Saturday, September 1, 2001
M I N D  G A M E S


Ice melts on hills

"The madman has escaped," says the asylum guard to the dictator who rules with an ice-cold heart. "He will try to enter the caves; find him before he finds the cavemen and bring him to me — alive," says the dictator. This is a land of two laws — one for the rich and the other for the poor. The rich have their houses on hilltops that are too cold for comfort, whereas, the poor live in underground caves that are hot as hell. The light of education that shines bright on the mountains has never entered the caves. The rich have never come down to the caves and the poor do no have opportunities to move up in life because they are uneducated, so, people remain where they are.

I advise my students to listen carefully the moment they decide to take no more mathematics courses. They might be able to hear the sound of closing doors.

— James Caballero

In the land of the educated, there is a person who once dared to wander into the poor man’s hell and understood the misery of those who lived there. However, dictator got him arrested and threw him into a mental asylum because the rebel wanted to lead cavemen from darkness to light. "He entered the caves," a guard reports to the dictator. "This is the beginning of the end," says the dictator and sinks into his chair.

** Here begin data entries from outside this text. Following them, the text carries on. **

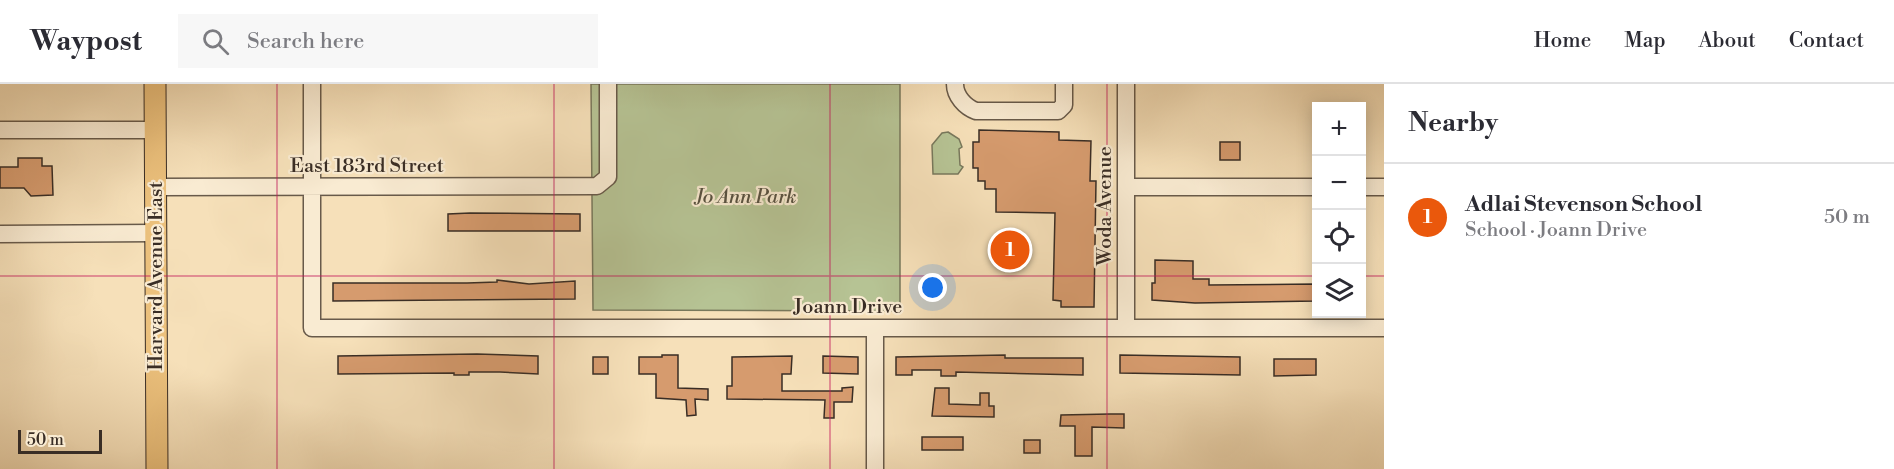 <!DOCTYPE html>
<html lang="en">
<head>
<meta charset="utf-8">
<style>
	:root { --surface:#fff; --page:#f7f7f7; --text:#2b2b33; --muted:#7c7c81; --line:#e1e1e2; --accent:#ea580c }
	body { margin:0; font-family:"Libre Bodoni",serif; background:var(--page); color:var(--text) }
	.controls { position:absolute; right:18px; top:18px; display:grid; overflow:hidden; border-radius:0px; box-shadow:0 3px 15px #0003 }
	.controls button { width:54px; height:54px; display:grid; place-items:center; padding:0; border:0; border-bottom:2px solid var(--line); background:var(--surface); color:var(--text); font:30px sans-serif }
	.scale { position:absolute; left:18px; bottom:15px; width:84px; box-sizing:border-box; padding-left:6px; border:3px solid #392d25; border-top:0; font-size:16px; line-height:21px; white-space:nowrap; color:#392d25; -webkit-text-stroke:4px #f9ebd2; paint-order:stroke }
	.you { position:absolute; left:933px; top:204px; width:21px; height:21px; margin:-15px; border:4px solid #fff; border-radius:50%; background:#1a73e8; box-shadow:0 0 0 9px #1a73e833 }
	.badge { display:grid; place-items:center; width:39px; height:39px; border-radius:50%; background:var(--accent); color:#fff; font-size:20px; font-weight:700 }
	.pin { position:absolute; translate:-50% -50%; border:3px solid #fff; box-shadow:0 2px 6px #0006 }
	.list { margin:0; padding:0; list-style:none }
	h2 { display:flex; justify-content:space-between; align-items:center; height:78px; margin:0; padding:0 24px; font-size:26px }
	h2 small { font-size:20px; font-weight:400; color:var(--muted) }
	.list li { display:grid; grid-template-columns:39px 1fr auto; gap:18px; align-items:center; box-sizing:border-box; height:108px; padding:0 24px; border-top:2px solid var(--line) }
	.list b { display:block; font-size:22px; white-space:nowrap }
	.list p { margin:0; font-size:20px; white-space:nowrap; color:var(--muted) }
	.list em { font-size:20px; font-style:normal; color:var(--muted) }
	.icon { flex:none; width:33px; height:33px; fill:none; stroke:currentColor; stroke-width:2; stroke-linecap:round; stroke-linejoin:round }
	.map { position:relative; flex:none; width:1384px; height:385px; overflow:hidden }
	header { display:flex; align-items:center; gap:36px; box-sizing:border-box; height:84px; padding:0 30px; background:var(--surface); border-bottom:2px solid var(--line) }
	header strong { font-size:28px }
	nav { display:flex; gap:33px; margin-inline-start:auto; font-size:21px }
	.search { width:420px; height:54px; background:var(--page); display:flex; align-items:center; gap:15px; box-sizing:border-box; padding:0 21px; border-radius:0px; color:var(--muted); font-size:22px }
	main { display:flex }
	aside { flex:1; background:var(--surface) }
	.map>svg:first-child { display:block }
	.green { fill:#b6c394; stroke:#78785c; stroke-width:1.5 }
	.building { fill:#d69b6e; stroke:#392d25; stroke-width:1.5 }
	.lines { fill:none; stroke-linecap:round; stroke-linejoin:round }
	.minor-casing { stroke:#685a4a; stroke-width:19 }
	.major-casing { stroke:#392d25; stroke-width:23 }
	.minor { stroke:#f9ebd2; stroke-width:16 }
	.major { stroke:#ebc07c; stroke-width:21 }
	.grid { fill:none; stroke:#c2185b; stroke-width:1.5; stroke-opacity:0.55 }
	.labels { text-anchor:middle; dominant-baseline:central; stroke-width:4.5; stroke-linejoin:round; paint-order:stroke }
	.street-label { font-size:20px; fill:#392d25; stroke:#f9ebd2 }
	.park-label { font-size:20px; font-style:italic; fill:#585241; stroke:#f9ebd2 }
</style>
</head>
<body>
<header>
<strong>Waypost</strong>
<div class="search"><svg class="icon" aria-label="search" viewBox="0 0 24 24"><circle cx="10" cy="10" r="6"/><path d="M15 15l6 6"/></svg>Search here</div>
<nav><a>Home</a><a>Map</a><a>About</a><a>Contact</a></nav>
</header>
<main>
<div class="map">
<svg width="1384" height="385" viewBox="0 0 1384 385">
	<rect width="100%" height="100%" fill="#f6e0b9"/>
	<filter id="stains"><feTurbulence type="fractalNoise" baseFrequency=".00333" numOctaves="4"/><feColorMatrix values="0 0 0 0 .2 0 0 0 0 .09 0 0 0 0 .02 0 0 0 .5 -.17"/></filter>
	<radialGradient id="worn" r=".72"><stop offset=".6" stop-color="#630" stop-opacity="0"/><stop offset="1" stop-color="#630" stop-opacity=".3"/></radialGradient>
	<!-- green -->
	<path class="green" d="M591,0H900V227L593,226Z
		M948,48L959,55L962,63L959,65L960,81L963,83L958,90H933L932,61L942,49Z"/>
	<!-- building -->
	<path class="building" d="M979,46L1059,48V56L1091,57L1090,97H1096L1094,223H1061V217L1053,216L1055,129L996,128V105H985V97H978V84H973V58H979Z
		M1220,58H1240V76H1220Z
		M18,74H42V82H52L53,111L31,112L24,104H0V83H18Z
		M470,129L580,130V147H448V130Z
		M1155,176L1193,177V195H1209V201L1315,200V217L1195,219L1152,216V199H1155Z
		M497,196L529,200L575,197V215L333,217V199H467L497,198Z
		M477,270L538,272V290L500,288H469V291H454V289L338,290V272Z
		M662,271H678V304L708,305V316L695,315L696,331L687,332L686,316L656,314V290H639V273H662Z
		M1005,271V274H1083V291L956,288V292H941V286H912V291H896V273Z
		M1120,271L1240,273V291L1120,289Z
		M792,272L791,290H782V307H842V304L853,303L852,318H834V334H824L825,316L727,315V302H732V273Z
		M823,272L858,273V290L823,289Z
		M593,273H608V290H593Z
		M1274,275H1316V291L1274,292Z
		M935,304H949V320L980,321V309H989V322H994V333L932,332Z
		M1110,330H1124V344L1092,343V372H1075V342H1060L1061,331Z
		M922,353H963V366H922Z
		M1024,356H1040V369H1024Z"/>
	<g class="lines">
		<!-- minor casing -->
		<g class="minor-casing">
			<path id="minor" d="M312,0V244H1384
				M955,0C955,12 965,23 976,27H1058L1064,21V0
				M1126,0V244
				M0,46H155
				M156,103L597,102L608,93V0
				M1126,103H1316
				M1362,103H1384
				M0,150L156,149
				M875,244V385"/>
		</g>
		<!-- major casing -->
		<g class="major-casing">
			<path id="major" d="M155,0L157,385"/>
		</g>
		<!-- minor -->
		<use href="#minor" class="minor"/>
		<!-- major -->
		<use href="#major" class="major"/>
	</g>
	<!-- grid -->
	<path class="grid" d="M277,0V385M554,0V385M830,0V385M1107,0V385M0,192H1316M1362,192H1384"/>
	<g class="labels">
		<!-- street labels -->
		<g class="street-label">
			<text x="367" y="82">East 183rd Street</text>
			<text transform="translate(1105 122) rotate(-90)">Woda Avenue</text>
			<text transform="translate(156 192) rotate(-90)">Harvard Avenue East</text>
			<text x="848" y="223">Joann Drive</text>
		</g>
		<!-- park labels -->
		<g class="park-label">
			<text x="746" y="113">Jo Ann Park</text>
		</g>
	</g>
	<rect width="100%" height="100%" filter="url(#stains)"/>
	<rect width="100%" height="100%" fill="url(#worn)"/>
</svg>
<div class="controls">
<button>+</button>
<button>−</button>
<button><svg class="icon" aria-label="locate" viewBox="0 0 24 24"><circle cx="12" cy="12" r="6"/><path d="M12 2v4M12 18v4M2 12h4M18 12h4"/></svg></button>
<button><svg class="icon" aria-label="layers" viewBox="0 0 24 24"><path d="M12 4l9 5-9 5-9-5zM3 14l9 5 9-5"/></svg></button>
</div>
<div class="scale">50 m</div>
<div class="you"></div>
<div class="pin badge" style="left:1010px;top:166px">1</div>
</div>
<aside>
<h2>Nearby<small></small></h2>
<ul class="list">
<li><span class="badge">1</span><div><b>Adlai Stevenson School</b><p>School · Joann Drive</p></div><em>50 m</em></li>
</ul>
</aside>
</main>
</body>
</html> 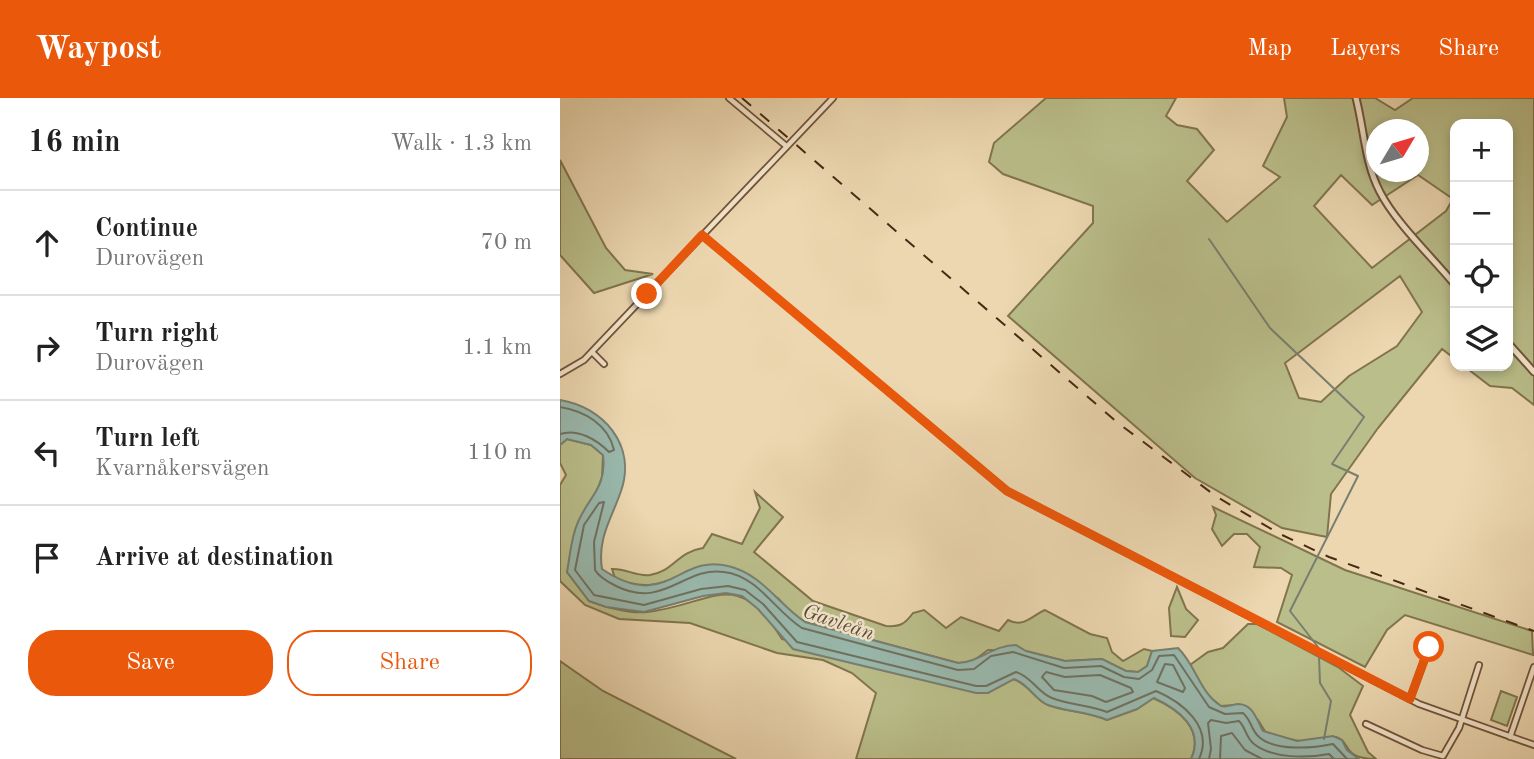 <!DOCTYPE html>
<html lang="en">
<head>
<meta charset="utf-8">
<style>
	body { margin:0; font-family:"Old Standard TT",serif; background:#f6f6f6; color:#222 }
	.controls { position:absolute; right:21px; top:21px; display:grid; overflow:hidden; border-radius:14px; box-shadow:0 4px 10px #0003 }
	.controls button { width:63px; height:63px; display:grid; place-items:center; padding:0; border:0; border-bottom:2px solid #e0e0e0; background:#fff; color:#222; font:35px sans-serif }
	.compass { position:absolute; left:806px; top:21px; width:63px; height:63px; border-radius:50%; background:#fff; box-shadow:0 4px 10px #0003; rotate:52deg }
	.stop { position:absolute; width:21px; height:21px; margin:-16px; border:5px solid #ea580c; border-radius:50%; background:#fff }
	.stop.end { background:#ea580c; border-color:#fff; box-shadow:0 2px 7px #0008 }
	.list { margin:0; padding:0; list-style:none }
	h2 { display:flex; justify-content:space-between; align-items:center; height:91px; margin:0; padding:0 28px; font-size:30px }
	h2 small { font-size:23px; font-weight:400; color:#767676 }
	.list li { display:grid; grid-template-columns:46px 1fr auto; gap:21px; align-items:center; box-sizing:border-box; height:105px; padding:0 28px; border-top:2px solid #e0e0e0 }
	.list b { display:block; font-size:26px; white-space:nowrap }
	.list p { margin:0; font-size:23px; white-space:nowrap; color:#767676 }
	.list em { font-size:23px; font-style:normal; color:#767676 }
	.actions { display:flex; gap:14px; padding:21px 28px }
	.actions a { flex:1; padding:16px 0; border:2px solid #ea580c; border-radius:28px; text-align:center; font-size:24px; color:#ea580c }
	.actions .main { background:#ea580c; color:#fff }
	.icon { flex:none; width:38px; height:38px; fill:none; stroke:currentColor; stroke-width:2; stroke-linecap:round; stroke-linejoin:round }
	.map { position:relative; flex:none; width:974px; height:661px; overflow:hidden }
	header { display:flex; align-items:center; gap:42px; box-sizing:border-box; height:98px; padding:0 35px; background:#ea580c; color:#fff }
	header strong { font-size:33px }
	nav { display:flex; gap:38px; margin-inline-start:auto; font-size:24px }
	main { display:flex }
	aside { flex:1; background:#fff }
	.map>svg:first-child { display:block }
	.green { fill:#babe8a; stroke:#81744e; stroke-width:2; fill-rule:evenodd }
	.water { fill:#99b9ae; stroke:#797f70; stroke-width:2 }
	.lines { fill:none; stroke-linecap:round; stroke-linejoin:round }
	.shore { stroke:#707160; stroke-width:2 }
	.stream { stroke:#797f70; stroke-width:2 }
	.minor-casing { stroke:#71543a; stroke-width:8 }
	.tertiary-casing { stroke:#71543a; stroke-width:9 }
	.minor { stroke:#f3e5cc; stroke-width:4.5 }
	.tertiary { stroke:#f3e5cc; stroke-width:5 }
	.rail { stroke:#482913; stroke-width:2; stroke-dasharray:12 12; stroke-linecap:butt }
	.route { stroke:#ea580c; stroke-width:9 }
	.labels { text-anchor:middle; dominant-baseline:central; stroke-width:5; stroke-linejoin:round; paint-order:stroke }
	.water-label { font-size:21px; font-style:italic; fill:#5c4d3a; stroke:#f3e5cc }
</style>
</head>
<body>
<header>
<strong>Waypost</strong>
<nav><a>Map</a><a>Layers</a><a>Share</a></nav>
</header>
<main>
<aside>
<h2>16 min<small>Walk · 1.3 km</small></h2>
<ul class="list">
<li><svg class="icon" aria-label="ahead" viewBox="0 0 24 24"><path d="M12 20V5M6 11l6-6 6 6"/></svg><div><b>Continue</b><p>Durovägen</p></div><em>70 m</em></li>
<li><svg class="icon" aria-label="right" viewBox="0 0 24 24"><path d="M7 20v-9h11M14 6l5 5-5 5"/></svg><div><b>Turn right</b><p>Durovägen</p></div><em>1.1 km</em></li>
<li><svg class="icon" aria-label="left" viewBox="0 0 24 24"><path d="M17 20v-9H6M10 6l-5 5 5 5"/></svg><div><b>Turn left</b><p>Kvarnåkersvägen</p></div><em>110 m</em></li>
<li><svg class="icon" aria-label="arrive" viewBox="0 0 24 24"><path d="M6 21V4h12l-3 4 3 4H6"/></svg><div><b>Arrive at destination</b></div></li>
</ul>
<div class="actions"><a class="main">Save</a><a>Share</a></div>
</aside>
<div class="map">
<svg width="974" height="661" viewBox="0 0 974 661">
	<rect width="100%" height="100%" fill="#ecd7b0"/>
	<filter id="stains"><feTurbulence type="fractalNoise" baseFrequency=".00286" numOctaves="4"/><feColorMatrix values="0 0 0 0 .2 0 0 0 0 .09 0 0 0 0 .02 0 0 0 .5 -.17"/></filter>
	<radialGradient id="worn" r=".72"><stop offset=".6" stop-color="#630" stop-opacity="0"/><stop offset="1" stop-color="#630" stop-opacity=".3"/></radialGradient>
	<path class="green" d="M486 0H616L606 18 617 27 637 31 654 52 627 83 667 124 720 79 703 68 727 19 724 0H815L835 12 853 0H974V307L952 290 930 288 904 268H948V26H895V261L882 251 818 330 771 396 767 439 722 430 635 380 448 218 533 125V108L443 76 429 64 434 45ZM816 32H858V74H816ZM781 77 812 107 858 77 893 101 886 113 812 170 754 108ZM840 178 862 214 837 248 789 278 761 304 739 300 725 265Z
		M0 62 46 150 65 172 93 176 34 195 0 157Z
		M7 341 31 347 43 357 42 379 7 474 29 503C46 509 69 516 87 514 152 507 176 466 222 541L441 586 453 581C469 586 475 602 488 607 507 614 527 613 547 622L577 611 593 600C618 611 645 631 631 661H296L316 595 292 575 263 562 217 555 130 525 59 521 25 507 0 483V387L6 377 0 365V347Z
		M195 394 223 419 194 454 253 503 326 528C340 529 345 526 353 515L364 512 386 530 401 519 439 533 448 522C464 530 471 518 485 512L530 536 547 540 552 554 563 563 584 551 592 553 587 568 578 574 566 573 542 561 505 563 466 553 428 552 412 564 398 565 245 524 230 514 218 500 127 473C103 488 81 492 55 480L52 471C65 470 77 479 90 477 113 474 117 454 143 450L152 436 182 446 200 410Z
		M653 409 785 472 972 533 973 557 845 517 827 532 805 569 717 524 732 477 721 470 694 469 700 449 687 436H674L662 448 652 431 656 417Z
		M617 489 626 511 638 522 625 539 611 538 609 510Z
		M688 526H697L778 569 803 588 790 617 808 654 816 661C781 661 792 644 776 639 769 638 762 642 755 643 738 645 722 639 706 635L698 622 674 607 661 608 648 598 630 567 648 554 663 550Z
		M0 563 43 593 176 661H0Z
		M941 593 957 599 947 628 931 622Z"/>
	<path class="water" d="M0 302C43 309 77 347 61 393 52 420 37 440 42 471 107 515 118 455 168 468 202 476 217 505 245 524L398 565C420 564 433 547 456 547L466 553 505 563 542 561 566 573 578 574 587 568 592 553 618 550C636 567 639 594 661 608 668 610 672 606 679 606 694 607 697 623 703 633L737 643 773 638 782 642 787 652 799 661H631C645 631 618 611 594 600L577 611 547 622C527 613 507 614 488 607 475 602 469 586 454 581L428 595H416L233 551 198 511 182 498 166 495 143 498 84 514 46 509 29 503 7 474C10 458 11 439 18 424 29 398 47 390 43 357L31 347 7 341 0 347Z"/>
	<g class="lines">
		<path class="shore" d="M0 309C24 313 48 326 54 352L49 354C37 342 18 330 0 336
			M605 566 613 567 625 590 623 594 597 584Z
			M486 574 505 579 540 577 571 590 573 594 546 604 532 598 494 592 482 579Z
			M639 661C654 629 622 604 596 593L547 614C529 607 509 607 492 600 478 595 472 579 456 574L426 588H416L237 544 203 506 185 492 168 488 141 491 84 507 34 497 15 472 24 427 39 405 44 404 34 444 35 472C39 479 48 484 56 488 104 512 124 468 164 474 198 478 215 513 242 530L398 572 414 571 431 558 453 554 504 570 541 568 564 579 579 581 592 572 599 558 614 557 649 609 665 616 683 615C691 622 691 631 698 638 714 654 754 650 773 646L787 661
			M649 661 651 651 648 625 651 622 666 625 679 623C686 630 686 640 694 646 713 661 747 660 769 656L774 661
			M660 661 661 638 672 635 685 652 702 661"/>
		<path class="stream" d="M649 141 710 230 804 319 772 366 798 378 730 513 758 549
			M759 559 760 585 771 603 764 641"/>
		<g class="minor-casing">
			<path id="minor" d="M169 0 225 47
				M142 137 447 393 859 606 974 647
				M32 254 44 266
				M0 276 24 262 273 0
				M850 601 869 549
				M806 626 862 652 883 658 899 630 919 567
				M950 639 974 569"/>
		</g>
		<g class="tertiary-casing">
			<path id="tertiary" d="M796 0C804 31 805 66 820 94 835 124 873 160 895 187
				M948 245 974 274"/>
		</g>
		<use href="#minor" class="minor"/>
		<use href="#tertiary" class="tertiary"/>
		<path class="rail" d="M182 0 558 325 657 399 720 436 769 459 974 533"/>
	</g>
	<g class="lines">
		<path class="route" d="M87 196 142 137 447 393 850 601 869 549"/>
	</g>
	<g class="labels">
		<g class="water-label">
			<text transform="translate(278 525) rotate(19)">Gavleån</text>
		</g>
	</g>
	<rect width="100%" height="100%" filter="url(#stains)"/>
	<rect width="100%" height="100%" fill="url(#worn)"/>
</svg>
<div class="controls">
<button>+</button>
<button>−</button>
<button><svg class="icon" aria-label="locate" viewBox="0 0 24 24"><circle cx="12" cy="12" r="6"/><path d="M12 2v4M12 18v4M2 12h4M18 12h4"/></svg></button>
<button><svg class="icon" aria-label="layers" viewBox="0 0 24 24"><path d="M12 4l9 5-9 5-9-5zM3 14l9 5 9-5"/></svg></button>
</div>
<svg class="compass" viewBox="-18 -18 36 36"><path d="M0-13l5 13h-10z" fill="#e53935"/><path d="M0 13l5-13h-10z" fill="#767676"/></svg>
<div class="stop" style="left:869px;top:549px"></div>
<div class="stop end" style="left:87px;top:196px"></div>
</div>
</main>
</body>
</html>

Meanwhile, the madman is held captive by the cavemen, some of whom recognise him as the man who visited them once and take him to their chief. "Are you the deliverer?" says the chief on seeing the madman. "The deliverer?" says the man. The chief says, "All chiefs pass on a secret to the next chief — that there shall be a deliverer who will lead us from darkness to light." "How can the deliverer be recognised?" says the man. "The dictator has an ice cube and our houses can be in the hills only if that cube melts. To melt the cube, you have to place the numbers 1-8 at the corners of the cube, such that the sum of the four digits on each face is the same. Only the deliverer can do that," says the chief.

 

a-----b

/: /|

/ : / |

d-----c |

| h....|..g

| / | /

|/ |/

e-----f

"I think I can do that," says the deliverer, "but I need your support." The madman spends years in teaching the cavemen and education transforms them so much that when they knock on the doors of the hill kingdom, the guards let them pass. "I can solve your ice-cube puzzle, but I shall let my friend from the caves have the honour," says the madman to the dictator. The dictator is sure that a caveman cannot crack the puzzle, so he lets the chief make an attempt, who solves it as under:

1-----4

/: /|

/ : / |

8-----5 |

| 7....|..6

| / | /

|/ |/

2-----3

Face sum = 18; "Ignoring any reductions due to symmetry, there are 144 equi-sum-faced cubes out of 40,320 cubes for (a-h)=(1-8) and only three unique cubes," says the chief as the cube and the dictator’s heart melt, after which, warmth returns to hills and light to the caves. "How did I do it? You were the deliverer," says the chief to the madman, who says, "Each of us is a deliverer; so, each one teach one."